▶ **Data provided**:
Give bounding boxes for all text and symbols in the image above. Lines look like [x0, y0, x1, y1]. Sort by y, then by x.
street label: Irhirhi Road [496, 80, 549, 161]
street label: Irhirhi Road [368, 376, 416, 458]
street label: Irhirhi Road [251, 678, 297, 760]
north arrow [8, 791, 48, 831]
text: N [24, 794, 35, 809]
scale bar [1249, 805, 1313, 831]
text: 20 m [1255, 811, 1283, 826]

▶ **Action item**: Retype all of the data exactly, so that nothing differs from what is given.

▶ **Answer to the problem**:
Give bounding boxes for all text and symbols in the image above. Lines look like [x0, y0, x1, y1]. Sort by y, then by x.
street label: Irhirhi Road [496, 80, 549, 161]
street label: Irhirhi Road [368, 376, 416, 458]
street label: Irhirhi Road [251, 678, 297, 760]
north arrow [8, 791, 48, 831]
text: N [24, 794, 35, 809]
scale bar [1249, 805, 1313, 831]
text: 20 m [1255, 811, 1283, 826]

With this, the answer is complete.